COLIN Willmott is no stranger to these cosmic pages; he has been here twice before. Linda Gordon wrote of his prowess as a banana grower in her column The Compost under the heading A taste of the tropics.
Nothing very earth shattering about that you may say, except that Colin grows his bananas in the rolling hills of Glen Alvie.
Our editor followed up the next week with a report informing us that once again he had won first prize for the best Welsh leek at this year’s Wonthaggi Easter Flower and Vegetable Show.

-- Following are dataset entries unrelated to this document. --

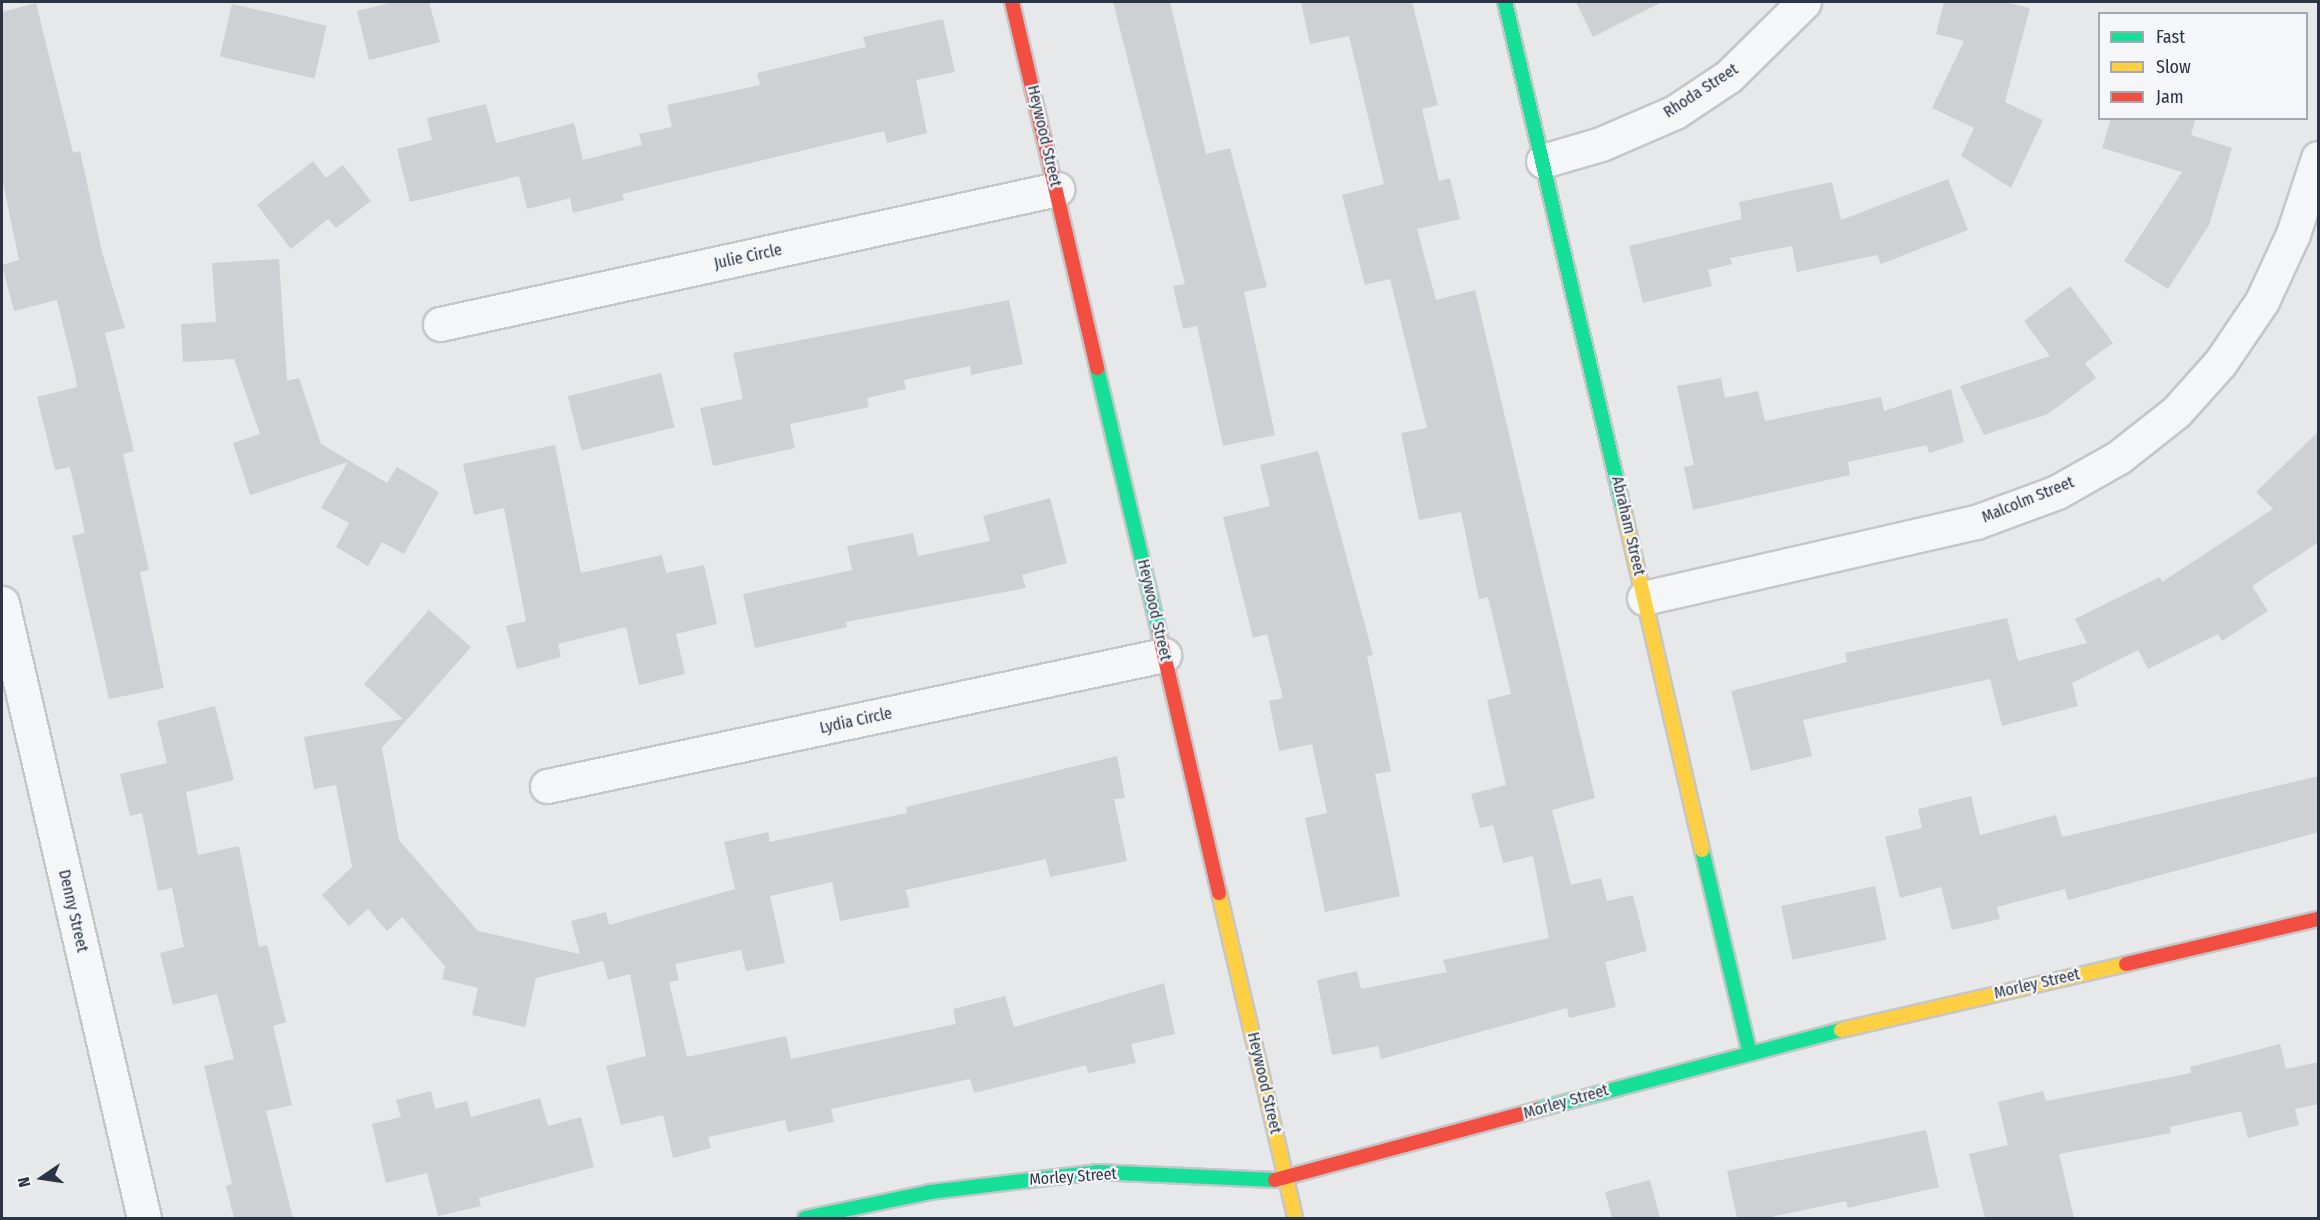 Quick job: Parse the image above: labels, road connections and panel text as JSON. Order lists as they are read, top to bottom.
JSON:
{
  "streets": {
    "street": [
      "Rhoda Street",
      "Heywood Street",
      "Julie Circle",
      "Malcolm Street",
      "Abraham Street",
      "Lydia Circle",
      "Denny Street",
      "Morley Street"
    ]
  },
  "crossings": [
    ["Rhoda Street", "Abraham Street"],
    ["Heywood Street", "Julie Circle"],
    ["Heywood Street", "Lydia Circle"],
    ["Heywood Street", "Morley Street"],
    ["Malcolm Street", "Abraham Street"],
    ["Abraham Street", "Morley Street"]
  ],
  "legend": ["Fast", "Slow", "Jam"],
  "north": "left"
} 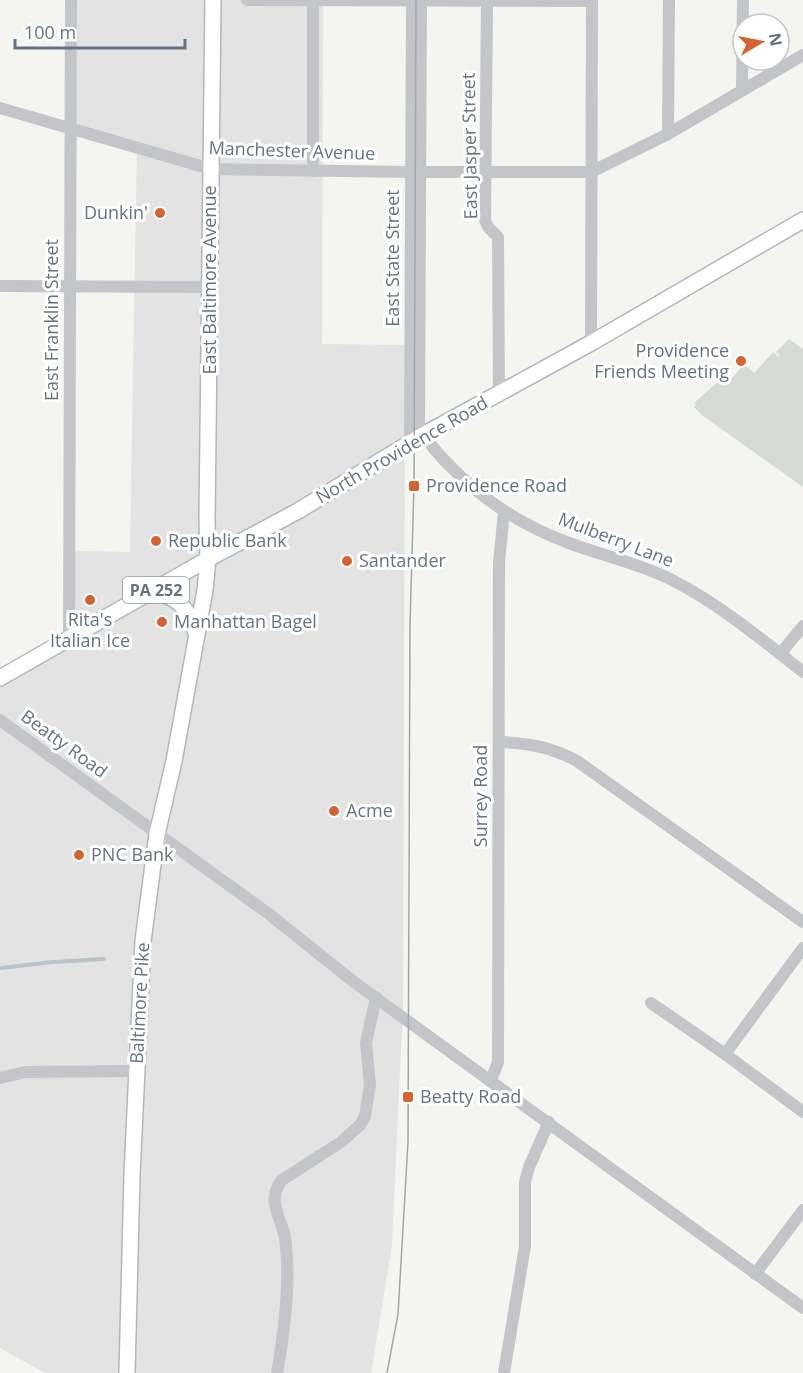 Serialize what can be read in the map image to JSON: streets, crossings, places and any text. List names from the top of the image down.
{
  "streets": {
    "main road": [
      "East Baltimore Avenue",
      "North Providence Road",
      "PA 252",
      "Baltimore Pike"
    ],
    "street": [
      "East Jasper Street",
      "Manchester Avenue",
      "East State Street",
      "East Franklin Street",
      "Mulberry Lane",
      "Beatty Road",
      "Surrey Road"
    ]
  },
  "crossings": [
    ["East Jasper Street", "Manchester Avenue"],
    ["East Jasper Street", "North Providence Road"],
    ["Manchester Avenue", "East State Street"],
    ["Manchester Avenue", "East Baltimore Avenue"],
    ["Manchester Avenue", "East Franklin Street"],
    ["East State Street", "North Providence Road"],
    ["East State Street", "Mulberry Lane"],
    ["East Baltimore Avenue", "North Providence Road"],
    ["East Baltimore Avenue", "Baltimore Pike"],
    ["East Franklin Street", "North Providence Road"],
    ["North Providence Road", "Mulberry Lane"],
    ["Mulberry Lane", "Surrey Road"],
    ["Beatty Road", "Surrey Road"],
    ["Beatty Road", "Baltimore Pike"]
  ],
  "places": {
    "other": [
      "Dunkin'",
      "Providence Friends Meeting",
      "Republic Bank",
      "Santander",
      "Rita's Italian Ice",
      "Manhattan Bagel",
      "Acme",
      "PNC Bank"
    ],
    "transit": ["Providence Road", "Beatty Road"]
  },
  "scale_bar": "100 m",
  "north": "right"
} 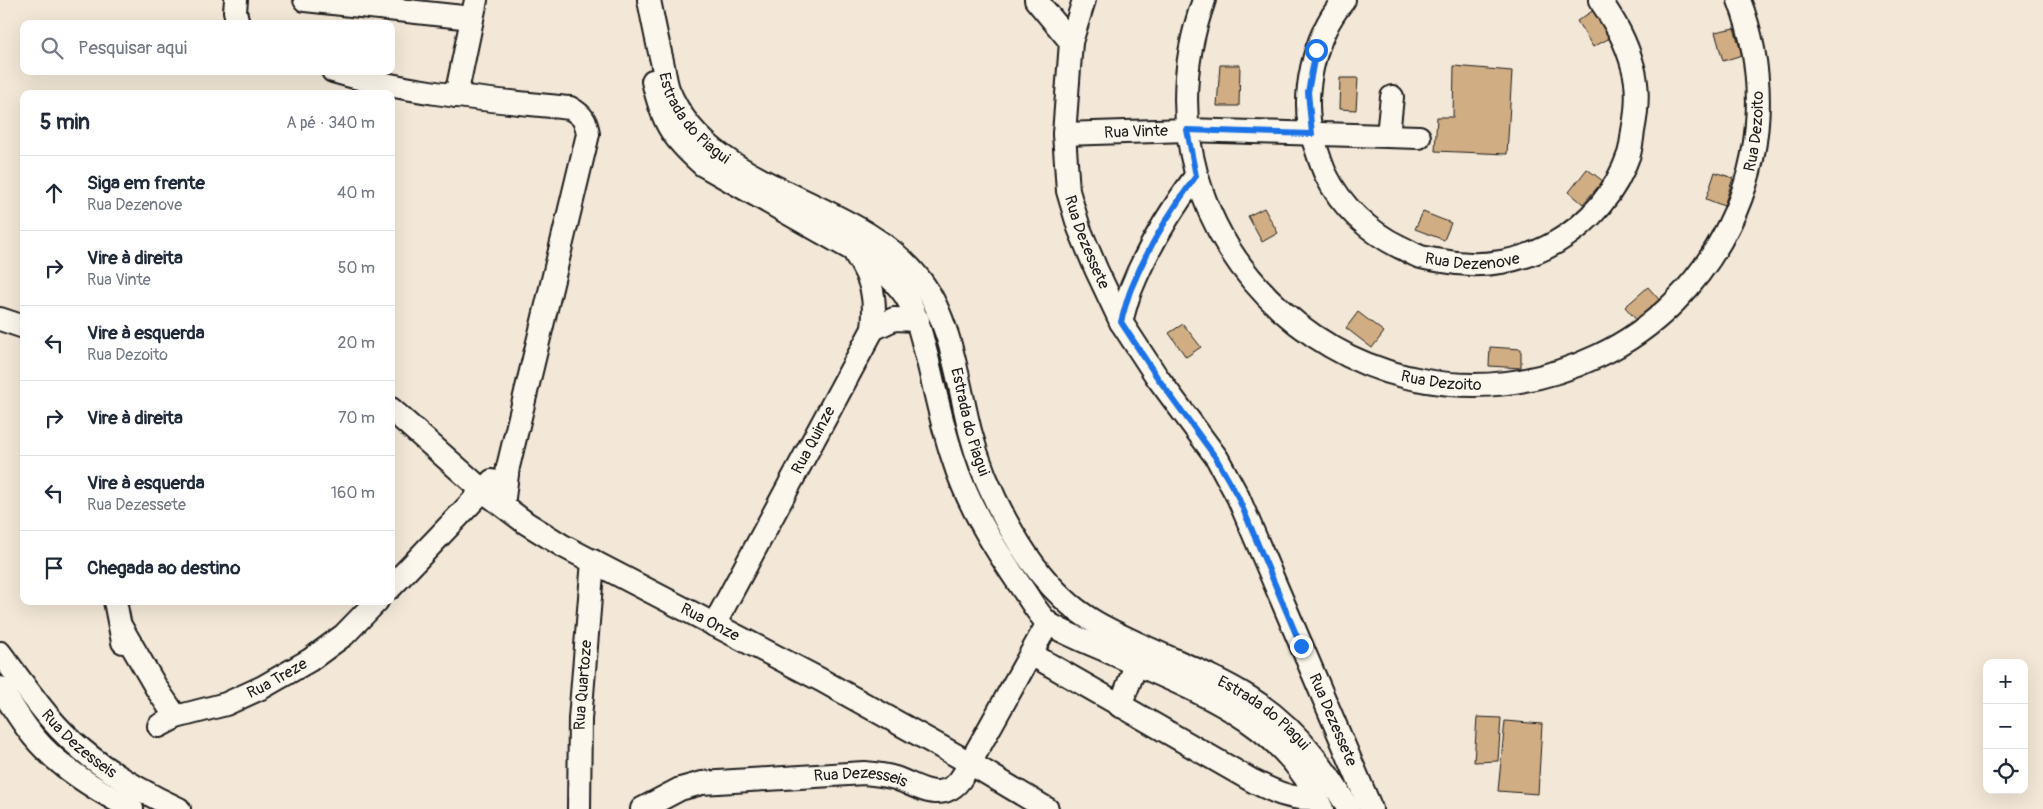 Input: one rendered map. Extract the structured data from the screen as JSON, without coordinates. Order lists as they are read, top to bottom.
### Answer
{
  "streets": {
    "street": [
      "Estrada do Piagui",
      "Rua Dezoito",
      "Rua Vinte",
      "Rua Dezessete",
      "Rua Dezenove",
      "Rua Quinze",
      "Rua Onze",
      "Rua Treze",
      "Rua Quartoze",
      "Rua Dezesseis"
    ]
  },
  "crossings": [
    ["Rua Dezoito", "Rua Vinte"],
    ["Rua Vinte", "Rua Dezessete"],
    ["Rua Vinte", "Rua Dezenove"],
    ["Rua Quinze", "Rua Onze"],
    ["Rua Onze", "Rua Quartoze"],
    ["Rua Onze", "Rua Dezesseis"]
  ],
  "page": {
    "search": "Pesquisar aqui",
    "heading": ["5 min", "A pé · 340 m"],
    "list": [
      ["Siga em frente", "Rua Dezenove", "40 m"],
      ["Vire à direita", "Rua Vinte", "50 m"],
      ["Vire à esquerda", "Rua Dezoito", "20 m"],
      ["Vire à direita", "70 m"],
      ["Vire à esquerda", "Rua Dezessete", "160 m"],
      "Chegada ao destino"
    ],
    "map_buttons": ["+", "−"]
  }
}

I asked myself what manner of man is this who can achieve such gardening diversity. Best I phone for an interview and go see for myself.
So on this almost final day of autumn I am sitting in the Willmott kitchen with Colin and his wife, Pam, listening to the banana story and much more. Colin, I soon realise, is a born story teller.
He was born and raised in Glen Alvie, where his parents settled in 1920. His present-day property was purchased back in 1936 from the well-known Chitty family of Caulfield. I recall the name well, as I once lived around the corner from their timber yard.
The farm is now run as a Limousin beef cattle stud. Colin looks much more a cattle man than a banana grower. Banana growing is just one of his success stories. Four years ago he exhibited a pumpkin at Wonthaggi that weighed 153 kilograms and back in 1968 a swarm of bees landed in his mail box so he became a beekeeper with 35 hives, won first prize at the Royal Melbourne with a score of 99.75 (I assume for his honey not for one of his bees).
As we drive down to view his banana tree, the story of the tropical migrant’s origin unfolds.
The parent tree was growing at nearby Korrine when his young daughters, Sharon and Leesa, brought home stock for planting. Colin and his neighbouring brother-in-law, David, took “pups from this tree” and put them in their gardens.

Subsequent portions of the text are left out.